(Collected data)

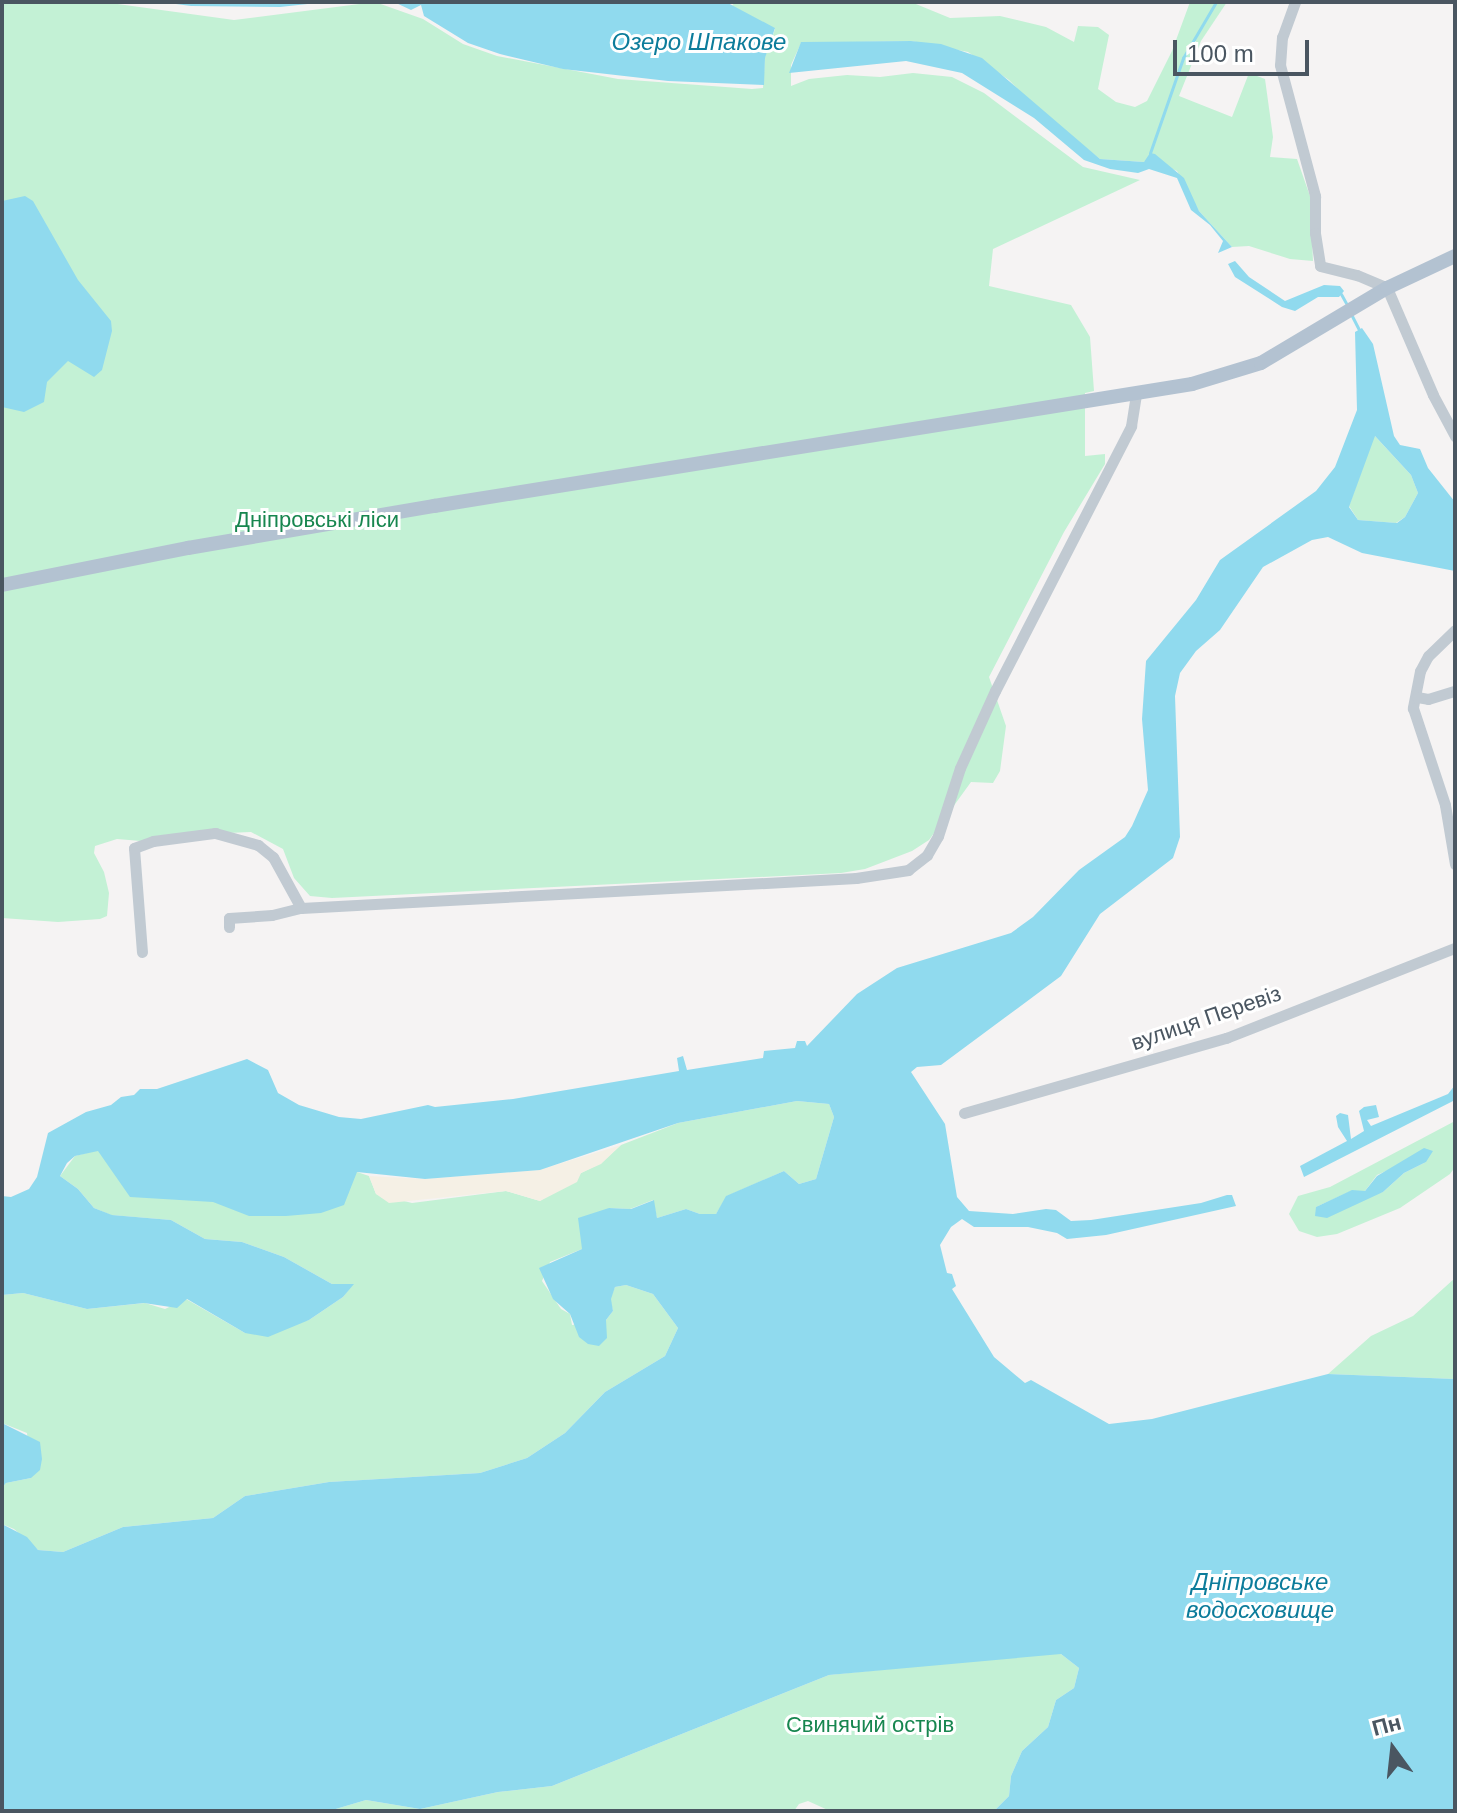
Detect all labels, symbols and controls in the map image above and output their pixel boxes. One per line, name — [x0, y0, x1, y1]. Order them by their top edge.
scale bar — [1177, 24, 1313, 74]
water label: Озеро Шпакове — [612, 28, 786, 56]
text: 100 m — [1187, 40, 1254, 67]
park label: Дніпровські ліси — [235, 507, 399, 533]
street label: вулиця Перевіз — [1128, 980, 1284, 1056]
water label: Дніпровське водосховище — [1186, 1568, 1334, 1624]
north arrow — [1353, 1709, 1433, 1789]
text: Пн — [1369, 1709, 1404, 1741]
park label: Свинячий острів — [786, 1712, 954, 1738]

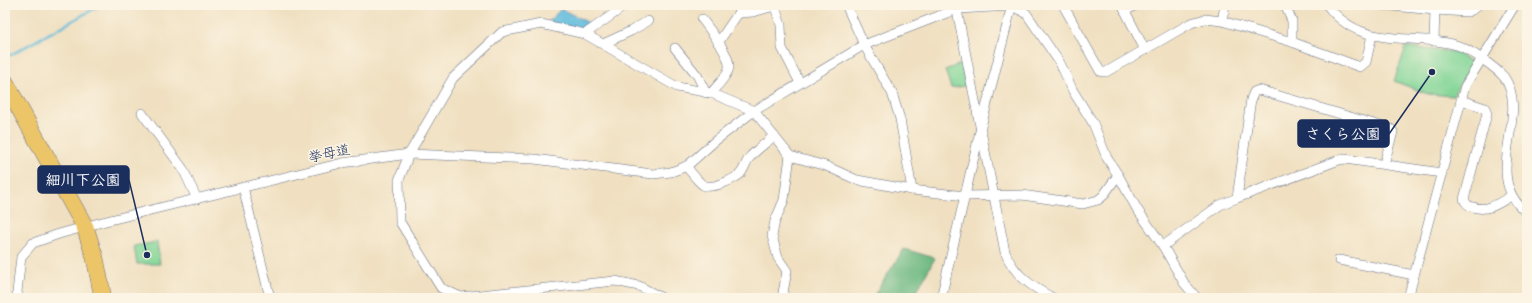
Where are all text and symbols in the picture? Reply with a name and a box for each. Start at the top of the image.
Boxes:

WHAT THIS TASK INVOLVES
Apart from the pictures, repeat every entry exactly.

RESULT OF THE EXERCISE
Detect all labels, symbols and controls in the map image above and output their pixel boxes. One per line, name — [x0, y0, x1, y1]. Order them by their top edge.
scale bar — [1177, 24, 1313, 74]
water label: Озеро Шпакове — [612, 28, 786, 56]
text: 100 m — [1187, 40, 1254, 67]
park label: Дніпровські ліси — [235, 507, 399, 533]
street label: вулиця Перевіз — [1128, 980, 1284, 1056]
water label: Дніпровське водосховище — [1186, 1568, 1334, 1624]
north arrow — [1353, 1709, 1433, 1789]
text: Пн — [1369, 1709, 1404, 1741]
park label: Свинячий острів — [786, 1712, 954, 1738]

Where are all text and symbols in the picture? Reply with a name and a box for each. Start at the top of the image.
Boxes:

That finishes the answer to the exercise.